▶ _TASK OBJECTIVE_: Filter out every line below that lacks "Nearby", and copy the rest.

____ INFORMATION GIVEN

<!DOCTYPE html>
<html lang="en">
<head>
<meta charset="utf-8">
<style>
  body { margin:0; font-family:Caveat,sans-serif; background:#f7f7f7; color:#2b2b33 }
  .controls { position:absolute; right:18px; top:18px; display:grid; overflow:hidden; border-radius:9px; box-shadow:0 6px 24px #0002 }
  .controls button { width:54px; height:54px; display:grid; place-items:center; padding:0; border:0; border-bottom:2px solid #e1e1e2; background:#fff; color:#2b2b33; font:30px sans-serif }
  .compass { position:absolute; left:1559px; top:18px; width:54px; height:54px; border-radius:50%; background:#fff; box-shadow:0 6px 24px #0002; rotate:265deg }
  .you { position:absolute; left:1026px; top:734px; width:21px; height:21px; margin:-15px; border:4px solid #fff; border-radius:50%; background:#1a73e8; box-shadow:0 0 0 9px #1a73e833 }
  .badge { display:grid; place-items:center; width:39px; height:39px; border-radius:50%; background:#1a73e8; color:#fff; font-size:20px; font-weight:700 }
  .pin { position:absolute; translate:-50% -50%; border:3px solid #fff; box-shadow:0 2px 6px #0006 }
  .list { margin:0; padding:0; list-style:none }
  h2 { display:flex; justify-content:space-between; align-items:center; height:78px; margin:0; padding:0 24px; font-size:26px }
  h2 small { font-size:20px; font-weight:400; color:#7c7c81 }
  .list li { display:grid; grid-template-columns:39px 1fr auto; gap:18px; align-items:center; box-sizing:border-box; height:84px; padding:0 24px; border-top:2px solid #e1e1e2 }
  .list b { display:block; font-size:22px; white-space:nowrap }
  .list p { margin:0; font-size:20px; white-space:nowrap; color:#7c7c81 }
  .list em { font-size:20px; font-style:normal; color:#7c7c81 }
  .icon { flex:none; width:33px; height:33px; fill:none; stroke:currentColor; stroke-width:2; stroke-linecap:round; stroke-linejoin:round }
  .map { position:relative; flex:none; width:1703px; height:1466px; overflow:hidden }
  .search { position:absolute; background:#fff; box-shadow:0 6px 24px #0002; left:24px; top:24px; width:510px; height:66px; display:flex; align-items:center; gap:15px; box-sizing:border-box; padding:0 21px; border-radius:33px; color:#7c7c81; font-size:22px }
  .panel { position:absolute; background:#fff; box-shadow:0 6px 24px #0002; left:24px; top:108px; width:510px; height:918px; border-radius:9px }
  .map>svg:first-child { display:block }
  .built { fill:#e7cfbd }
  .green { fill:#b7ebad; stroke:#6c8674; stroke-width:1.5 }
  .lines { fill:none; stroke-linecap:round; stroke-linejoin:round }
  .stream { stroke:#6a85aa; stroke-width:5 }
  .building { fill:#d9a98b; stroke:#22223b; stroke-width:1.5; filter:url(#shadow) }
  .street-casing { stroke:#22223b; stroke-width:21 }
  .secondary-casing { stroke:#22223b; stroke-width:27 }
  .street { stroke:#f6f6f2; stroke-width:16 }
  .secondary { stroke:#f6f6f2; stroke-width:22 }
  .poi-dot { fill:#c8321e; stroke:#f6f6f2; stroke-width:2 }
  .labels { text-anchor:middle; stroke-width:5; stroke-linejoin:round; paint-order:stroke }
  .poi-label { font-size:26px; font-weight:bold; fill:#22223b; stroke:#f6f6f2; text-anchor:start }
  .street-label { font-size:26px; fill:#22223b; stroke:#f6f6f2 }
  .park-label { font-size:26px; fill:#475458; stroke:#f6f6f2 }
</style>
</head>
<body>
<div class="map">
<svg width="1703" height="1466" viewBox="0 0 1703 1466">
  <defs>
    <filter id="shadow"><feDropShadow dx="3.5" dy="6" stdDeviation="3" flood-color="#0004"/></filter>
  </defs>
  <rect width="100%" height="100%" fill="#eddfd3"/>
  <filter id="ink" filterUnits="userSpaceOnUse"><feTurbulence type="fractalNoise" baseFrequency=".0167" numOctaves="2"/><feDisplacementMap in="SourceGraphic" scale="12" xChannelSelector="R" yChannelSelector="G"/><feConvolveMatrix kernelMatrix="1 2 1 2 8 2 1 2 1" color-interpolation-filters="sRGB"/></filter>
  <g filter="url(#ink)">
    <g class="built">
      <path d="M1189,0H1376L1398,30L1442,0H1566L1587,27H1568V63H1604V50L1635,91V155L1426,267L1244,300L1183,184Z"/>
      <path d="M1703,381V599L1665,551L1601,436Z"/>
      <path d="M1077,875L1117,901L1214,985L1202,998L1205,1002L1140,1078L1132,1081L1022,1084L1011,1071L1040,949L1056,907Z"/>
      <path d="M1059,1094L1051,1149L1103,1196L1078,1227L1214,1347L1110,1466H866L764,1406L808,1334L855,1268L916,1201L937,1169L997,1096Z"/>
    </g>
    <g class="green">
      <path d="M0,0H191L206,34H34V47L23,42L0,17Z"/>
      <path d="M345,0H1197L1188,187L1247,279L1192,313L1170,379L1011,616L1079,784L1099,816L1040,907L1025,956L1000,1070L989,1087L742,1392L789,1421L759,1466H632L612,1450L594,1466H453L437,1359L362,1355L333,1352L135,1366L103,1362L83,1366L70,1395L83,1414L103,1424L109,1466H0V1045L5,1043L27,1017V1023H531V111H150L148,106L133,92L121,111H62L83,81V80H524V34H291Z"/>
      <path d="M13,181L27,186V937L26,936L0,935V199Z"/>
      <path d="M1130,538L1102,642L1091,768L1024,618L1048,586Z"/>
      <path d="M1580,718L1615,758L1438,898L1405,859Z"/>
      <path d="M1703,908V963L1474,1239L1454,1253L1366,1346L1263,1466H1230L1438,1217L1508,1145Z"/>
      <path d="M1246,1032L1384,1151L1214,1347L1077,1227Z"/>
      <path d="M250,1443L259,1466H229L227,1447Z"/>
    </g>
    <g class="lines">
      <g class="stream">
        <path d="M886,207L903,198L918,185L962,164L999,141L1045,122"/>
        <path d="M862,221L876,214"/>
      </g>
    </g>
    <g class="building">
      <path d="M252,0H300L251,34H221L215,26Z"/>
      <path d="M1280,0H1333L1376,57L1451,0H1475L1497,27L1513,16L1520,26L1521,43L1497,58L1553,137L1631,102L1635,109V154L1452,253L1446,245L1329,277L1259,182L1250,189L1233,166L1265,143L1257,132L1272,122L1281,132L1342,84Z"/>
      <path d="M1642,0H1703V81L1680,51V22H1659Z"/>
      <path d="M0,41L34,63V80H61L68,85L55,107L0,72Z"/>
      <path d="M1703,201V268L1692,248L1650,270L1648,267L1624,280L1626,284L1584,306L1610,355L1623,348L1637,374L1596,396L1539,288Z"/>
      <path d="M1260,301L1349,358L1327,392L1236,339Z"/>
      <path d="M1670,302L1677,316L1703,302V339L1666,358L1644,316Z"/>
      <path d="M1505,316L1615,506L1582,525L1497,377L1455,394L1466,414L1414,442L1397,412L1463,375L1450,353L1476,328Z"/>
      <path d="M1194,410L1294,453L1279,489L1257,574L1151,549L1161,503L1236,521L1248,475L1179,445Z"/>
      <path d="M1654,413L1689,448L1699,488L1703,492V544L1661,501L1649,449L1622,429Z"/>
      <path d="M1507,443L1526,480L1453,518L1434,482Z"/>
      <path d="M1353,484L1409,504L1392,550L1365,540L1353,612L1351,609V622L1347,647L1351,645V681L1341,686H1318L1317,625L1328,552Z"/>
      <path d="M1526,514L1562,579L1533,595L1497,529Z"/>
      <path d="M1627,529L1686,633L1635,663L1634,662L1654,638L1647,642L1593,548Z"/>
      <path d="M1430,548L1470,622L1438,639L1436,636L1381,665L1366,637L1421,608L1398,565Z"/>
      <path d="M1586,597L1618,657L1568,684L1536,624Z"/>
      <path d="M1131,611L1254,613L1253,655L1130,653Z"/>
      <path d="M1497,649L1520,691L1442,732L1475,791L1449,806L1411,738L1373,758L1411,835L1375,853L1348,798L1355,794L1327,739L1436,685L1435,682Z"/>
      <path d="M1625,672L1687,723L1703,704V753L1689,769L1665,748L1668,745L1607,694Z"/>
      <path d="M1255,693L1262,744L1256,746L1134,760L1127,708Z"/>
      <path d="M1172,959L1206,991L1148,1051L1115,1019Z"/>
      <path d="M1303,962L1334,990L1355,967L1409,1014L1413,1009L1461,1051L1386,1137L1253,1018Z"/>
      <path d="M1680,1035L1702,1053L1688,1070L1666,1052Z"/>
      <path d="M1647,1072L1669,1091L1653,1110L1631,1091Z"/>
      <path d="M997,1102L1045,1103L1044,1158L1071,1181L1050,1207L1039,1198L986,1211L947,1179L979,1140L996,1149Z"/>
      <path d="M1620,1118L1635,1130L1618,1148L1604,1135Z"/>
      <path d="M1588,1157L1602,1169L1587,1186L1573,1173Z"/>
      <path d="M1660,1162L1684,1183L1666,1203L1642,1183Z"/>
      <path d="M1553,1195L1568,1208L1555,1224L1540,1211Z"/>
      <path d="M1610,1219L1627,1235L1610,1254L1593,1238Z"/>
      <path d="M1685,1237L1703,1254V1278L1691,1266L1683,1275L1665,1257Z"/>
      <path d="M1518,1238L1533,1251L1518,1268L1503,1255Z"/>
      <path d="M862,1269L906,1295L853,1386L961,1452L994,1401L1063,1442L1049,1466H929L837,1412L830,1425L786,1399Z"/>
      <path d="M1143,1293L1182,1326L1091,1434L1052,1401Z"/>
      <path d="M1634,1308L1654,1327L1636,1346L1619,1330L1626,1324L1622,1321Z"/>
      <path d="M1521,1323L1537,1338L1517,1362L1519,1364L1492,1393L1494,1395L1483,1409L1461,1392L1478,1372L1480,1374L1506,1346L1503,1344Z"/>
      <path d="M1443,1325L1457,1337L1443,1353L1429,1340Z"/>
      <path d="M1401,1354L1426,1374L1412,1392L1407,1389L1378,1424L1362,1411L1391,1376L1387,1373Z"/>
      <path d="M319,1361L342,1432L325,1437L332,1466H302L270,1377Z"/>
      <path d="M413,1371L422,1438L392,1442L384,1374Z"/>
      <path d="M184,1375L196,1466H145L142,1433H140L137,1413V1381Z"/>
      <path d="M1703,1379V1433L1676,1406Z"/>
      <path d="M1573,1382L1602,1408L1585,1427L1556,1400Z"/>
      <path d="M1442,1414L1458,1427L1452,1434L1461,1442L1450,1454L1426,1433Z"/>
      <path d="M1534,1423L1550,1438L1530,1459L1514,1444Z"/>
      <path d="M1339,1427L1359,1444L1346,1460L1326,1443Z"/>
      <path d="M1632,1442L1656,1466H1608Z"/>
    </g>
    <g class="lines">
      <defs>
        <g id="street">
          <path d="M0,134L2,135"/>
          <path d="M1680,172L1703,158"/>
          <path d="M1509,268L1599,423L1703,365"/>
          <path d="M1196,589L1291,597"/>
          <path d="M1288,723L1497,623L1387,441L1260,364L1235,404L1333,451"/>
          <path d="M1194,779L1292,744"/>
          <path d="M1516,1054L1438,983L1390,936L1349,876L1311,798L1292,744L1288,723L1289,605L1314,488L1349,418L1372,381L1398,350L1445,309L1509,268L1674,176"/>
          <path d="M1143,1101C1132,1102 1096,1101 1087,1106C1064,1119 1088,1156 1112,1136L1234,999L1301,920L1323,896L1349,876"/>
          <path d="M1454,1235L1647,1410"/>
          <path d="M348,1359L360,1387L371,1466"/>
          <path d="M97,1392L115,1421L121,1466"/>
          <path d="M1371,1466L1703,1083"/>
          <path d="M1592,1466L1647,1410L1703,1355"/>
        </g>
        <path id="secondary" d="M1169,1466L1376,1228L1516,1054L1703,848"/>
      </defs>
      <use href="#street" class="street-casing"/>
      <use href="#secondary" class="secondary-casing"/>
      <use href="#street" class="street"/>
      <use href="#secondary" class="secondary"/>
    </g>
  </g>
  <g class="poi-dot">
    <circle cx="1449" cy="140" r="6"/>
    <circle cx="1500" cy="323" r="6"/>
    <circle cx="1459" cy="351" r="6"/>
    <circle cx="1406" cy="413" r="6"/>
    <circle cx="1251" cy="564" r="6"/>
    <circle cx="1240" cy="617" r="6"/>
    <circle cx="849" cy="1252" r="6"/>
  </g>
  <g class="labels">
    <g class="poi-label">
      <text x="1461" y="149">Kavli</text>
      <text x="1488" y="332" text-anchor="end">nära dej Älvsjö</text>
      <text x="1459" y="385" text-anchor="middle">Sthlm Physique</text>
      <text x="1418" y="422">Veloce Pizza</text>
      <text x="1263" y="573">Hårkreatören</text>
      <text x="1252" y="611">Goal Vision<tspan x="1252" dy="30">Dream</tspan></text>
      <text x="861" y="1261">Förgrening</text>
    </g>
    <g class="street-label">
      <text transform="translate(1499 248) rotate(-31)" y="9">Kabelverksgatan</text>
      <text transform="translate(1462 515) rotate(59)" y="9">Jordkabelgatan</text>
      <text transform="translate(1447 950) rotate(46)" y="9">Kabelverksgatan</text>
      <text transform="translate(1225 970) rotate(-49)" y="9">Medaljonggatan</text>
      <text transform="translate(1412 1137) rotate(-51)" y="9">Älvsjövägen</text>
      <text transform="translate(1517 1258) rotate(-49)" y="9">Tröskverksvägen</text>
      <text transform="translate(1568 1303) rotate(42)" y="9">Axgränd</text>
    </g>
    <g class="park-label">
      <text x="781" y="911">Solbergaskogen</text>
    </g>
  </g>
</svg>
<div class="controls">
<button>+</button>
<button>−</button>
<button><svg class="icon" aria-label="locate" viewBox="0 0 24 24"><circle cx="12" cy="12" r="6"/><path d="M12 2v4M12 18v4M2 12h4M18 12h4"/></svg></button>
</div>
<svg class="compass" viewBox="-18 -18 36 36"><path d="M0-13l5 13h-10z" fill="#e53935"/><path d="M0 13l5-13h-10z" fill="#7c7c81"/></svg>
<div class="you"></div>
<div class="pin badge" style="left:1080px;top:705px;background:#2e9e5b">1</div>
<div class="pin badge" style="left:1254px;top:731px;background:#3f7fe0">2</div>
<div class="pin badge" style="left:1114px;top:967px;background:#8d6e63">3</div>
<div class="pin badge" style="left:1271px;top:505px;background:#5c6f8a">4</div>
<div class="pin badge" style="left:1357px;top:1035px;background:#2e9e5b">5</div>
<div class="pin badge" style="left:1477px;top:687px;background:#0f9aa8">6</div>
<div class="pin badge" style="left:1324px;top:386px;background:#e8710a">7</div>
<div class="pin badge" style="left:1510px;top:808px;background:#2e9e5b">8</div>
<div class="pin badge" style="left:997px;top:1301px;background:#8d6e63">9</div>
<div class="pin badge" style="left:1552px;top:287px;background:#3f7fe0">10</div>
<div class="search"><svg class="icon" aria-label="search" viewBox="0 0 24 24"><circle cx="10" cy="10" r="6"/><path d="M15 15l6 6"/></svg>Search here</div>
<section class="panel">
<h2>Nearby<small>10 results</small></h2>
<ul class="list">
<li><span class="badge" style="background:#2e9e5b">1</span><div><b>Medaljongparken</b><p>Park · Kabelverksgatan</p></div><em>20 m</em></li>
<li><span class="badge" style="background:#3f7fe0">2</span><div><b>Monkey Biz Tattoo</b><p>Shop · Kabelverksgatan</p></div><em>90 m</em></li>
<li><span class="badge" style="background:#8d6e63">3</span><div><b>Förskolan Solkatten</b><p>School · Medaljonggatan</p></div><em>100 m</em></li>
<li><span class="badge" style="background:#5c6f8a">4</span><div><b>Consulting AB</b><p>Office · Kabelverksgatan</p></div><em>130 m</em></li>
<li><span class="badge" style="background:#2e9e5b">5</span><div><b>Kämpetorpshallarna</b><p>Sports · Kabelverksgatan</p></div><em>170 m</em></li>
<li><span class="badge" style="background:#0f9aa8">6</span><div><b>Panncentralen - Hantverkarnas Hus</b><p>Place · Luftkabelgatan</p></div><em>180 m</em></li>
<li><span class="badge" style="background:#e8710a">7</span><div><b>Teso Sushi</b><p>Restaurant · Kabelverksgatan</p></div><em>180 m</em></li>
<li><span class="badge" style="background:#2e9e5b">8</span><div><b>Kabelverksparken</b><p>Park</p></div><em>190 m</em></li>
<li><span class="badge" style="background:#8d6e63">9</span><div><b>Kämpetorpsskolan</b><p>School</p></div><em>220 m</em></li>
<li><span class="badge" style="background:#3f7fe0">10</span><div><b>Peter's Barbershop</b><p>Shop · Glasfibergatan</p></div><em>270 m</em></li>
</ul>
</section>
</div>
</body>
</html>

________
____ INFORMATION GIVEN

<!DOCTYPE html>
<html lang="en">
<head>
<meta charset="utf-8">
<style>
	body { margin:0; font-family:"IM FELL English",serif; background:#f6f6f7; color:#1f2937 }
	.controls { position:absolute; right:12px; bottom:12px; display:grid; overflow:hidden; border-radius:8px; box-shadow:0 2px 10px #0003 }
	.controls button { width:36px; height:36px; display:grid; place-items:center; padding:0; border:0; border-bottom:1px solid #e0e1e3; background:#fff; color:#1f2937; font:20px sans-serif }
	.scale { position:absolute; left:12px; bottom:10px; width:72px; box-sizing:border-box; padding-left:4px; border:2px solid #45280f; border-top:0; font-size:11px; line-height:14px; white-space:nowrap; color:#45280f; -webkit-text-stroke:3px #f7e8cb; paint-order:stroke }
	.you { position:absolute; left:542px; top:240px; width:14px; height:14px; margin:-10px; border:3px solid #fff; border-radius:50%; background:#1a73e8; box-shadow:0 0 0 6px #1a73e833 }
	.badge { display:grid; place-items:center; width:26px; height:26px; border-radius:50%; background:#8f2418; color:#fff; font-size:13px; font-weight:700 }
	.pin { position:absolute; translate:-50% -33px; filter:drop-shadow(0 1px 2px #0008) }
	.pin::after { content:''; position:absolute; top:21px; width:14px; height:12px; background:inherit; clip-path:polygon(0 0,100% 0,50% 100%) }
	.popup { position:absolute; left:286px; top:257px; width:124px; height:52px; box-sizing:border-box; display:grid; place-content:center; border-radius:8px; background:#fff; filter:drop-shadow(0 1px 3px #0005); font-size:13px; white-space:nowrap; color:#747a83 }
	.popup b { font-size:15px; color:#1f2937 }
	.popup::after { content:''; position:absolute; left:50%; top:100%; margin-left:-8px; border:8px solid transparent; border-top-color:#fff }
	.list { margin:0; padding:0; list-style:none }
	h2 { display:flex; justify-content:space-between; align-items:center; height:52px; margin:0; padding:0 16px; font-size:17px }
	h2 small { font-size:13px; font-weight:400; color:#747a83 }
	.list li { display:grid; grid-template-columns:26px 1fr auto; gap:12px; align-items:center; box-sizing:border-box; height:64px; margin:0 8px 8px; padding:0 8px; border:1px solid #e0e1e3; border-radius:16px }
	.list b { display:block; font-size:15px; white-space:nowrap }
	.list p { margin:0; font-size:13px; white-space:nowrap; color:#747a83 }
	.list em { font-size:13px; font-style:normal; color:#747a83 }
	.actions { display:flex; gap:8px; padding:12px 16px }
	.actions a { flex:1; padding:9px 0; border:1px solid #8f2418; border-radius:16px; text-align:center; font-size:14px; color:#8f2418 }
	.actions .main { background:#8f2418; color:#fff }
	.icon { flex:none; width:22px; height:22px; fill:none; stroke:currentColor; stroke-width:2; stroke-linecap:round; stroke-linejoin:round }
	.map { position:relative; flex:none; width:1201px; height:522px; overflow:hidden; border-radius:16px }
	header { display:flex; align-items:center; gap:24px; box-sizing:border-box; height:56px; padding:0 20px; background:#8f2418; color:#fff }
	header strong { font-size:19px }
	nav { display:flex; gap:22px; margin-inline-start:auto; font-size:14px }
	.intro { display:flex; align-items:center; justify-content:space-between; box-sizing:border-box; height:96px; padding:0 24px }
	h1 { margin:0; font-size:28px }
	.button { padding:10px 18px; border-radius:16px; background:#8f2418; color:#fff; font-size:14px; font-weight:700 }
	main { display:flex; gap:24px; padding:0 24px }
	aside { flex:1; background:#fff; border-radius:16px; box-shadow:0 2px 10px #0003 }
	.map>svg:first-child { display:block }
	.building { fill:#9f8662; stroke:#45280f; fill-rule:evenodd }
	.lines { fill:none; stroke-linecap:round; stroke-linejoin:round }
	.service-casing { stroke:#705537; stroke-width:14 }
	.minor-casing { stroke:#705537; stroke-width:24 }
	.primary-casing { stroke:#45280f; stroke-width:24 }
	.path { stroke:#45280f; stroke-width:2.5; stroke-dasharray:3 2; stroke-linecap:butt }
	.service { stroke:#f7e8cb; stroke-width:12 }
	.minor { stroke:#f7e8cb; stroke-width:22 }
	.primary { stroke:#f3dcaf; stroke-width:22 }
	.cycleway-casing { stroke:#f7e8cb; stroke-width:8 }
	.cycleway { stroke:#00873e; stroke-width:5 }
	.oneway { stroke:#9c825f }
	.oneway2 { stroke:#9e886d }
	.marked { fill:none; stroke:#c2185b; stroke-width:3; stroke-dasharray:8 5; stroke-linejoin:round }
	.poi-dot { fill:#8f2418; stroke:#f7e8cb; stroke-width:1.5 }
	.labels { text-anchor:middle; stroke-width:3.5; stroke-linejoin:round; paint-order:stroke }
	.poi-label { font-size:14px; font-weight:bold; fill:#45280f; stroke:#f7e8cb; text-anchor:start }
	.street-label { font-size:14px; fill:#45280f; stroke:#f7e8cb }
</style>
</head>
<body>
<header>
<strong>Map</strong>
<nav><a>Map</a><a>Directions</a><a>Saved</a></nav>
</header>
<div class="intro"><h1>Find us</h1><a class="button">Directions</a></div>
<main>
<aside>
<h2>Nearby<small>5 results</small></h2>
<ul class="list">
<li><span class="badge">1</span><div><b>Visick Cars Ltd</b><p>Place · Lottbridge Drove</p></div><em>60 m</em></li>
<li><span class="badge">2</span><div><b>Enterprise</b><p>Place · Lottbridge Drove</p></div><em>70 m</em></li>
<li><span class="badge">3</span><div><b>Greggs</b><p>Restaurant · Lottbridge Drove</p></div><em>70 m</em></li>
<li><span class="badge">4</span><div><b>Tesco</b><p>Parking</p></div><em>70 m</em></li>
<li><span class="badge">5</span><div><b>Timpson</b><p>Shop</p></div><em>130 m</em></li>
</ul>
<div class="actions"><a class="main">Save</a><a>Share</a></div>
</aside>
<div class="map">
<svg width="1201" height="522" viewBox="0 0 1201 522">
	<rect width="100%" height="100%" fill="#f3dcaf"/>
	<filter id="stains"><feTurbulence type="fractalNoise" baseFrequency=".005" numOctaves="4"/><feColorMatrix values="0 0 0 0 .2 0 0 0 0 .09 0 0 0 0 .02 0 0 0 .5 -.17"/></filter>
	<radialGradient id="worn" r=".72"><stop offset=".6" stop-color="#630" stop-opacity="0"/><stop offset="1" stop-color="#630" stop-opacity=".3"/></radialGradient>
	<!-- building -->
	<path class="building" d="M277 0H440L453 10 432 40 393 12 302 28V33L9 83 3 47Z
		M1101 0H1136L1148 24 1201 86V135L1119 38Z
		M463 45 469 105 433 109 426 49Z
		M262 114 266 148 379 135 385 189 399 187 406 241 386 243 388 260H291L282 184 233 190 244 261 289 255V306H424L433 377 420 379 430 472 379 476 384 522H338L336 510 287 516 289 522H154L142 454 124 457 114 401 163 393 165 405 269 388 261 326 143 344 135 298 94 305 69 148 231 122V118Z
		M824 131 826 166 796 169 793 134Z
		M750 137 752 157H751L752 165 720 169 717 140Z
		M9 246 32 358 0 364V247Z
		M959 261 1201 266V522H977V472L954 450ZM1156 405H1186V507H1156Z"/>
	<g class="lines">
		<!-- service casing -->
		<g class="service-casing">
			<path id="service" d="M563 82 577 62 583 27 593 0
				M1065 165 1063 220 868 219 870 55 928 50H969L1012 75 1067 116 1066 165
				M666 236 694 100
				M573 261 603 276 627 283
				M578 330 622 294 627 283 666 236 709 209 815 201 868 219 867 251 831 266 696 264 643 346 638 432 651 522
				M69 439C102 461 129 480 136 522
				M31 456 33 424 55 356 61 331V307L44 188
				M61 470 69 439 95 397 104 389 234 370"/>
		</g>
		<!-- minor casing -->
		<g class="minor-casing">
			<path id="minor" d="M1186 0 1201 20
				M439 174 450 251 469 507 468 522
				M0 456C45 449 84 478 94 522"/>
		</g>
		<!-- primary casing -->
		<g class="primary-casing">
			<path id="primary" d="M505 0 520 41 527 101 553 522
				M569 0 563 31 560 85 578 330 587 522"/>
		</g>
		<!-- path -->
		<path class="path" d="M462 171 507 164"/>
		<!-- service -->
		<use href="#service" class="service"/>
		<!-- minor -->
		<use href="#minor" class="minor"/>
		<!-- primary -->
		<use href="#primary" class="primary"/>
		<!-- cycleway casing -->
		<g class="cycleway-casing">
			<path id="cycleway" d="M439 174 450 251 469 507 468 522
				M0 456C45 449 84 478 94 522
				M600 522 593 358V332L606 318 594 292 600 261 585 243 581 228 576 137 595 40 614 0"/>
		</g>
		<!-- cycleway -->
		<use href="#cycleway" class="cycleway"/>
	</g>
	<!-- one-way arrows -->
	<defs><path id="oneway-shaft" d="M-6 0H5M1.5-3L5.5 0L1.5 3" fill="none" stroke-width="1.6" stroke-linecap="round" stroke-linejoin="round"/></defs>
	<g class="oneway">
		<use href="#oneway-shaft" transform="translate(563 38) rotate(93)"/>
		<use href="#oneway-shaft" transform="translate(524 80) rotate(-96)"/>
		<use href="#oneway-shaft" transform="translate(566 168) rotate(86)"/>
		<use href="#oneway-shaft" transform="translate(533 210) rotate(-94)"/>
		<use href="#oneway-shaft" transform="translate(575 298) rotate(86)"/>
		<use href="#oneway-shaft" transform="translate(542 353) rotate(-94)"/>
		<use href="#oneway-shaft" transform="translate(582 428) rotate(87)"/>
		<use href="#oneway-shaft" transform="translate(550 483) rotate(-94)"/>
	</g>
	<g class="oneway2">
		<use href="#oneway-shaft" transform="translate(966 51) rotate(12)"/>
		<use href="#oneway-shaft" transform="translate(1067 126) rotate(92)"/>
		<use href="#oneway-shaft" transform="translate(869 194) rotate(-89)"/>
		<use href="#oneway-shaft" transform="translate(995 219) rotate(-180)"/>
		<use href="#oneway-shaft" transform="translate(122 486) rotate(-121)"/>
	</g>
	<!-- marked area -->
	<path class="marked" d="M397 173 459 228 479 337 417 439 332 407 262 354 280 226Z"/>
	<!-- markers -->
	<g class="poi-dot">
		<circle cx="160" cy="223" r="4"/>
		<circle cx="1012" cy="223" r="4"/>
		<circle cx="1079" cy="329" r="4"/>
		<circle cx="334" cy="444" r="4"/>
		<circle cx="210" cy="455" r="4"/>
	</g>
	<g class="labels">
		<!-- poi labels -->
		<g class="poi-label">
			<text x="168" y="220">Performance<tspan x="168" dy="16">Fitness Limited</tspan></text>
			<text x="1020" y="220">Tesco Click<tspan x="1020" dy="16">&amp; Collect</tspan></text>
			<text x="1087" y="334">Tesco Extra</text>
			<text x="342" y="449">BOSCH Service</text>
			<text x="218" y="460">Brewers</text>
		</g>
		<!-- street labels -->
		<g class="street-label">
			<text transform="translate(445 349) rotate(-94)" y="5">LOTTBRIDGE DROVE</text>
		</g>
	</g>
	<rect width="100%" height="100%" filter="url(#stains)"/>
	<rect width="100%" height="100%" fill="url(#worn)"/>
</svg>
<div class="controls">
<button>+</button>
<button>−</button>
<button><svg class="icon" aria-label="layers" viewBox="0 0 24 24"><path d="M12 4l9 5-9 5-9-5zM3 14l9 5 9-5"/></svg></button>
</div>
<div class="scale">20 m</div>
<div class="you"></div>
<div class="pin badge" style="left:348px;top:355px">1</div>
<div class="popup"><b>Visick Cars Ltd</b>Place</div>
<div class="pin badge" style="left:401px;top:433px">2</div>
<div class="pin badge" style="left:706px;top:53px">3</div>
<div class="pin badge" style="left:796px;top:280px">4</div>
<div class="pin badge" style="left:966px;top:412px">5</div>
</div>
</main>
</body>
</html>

________

▶ _RESULT OF THIS EXERCISE_:
<h2>Nearby<small>10 results</small></h2>
<h2>Nearby<small>5 results</small></h2>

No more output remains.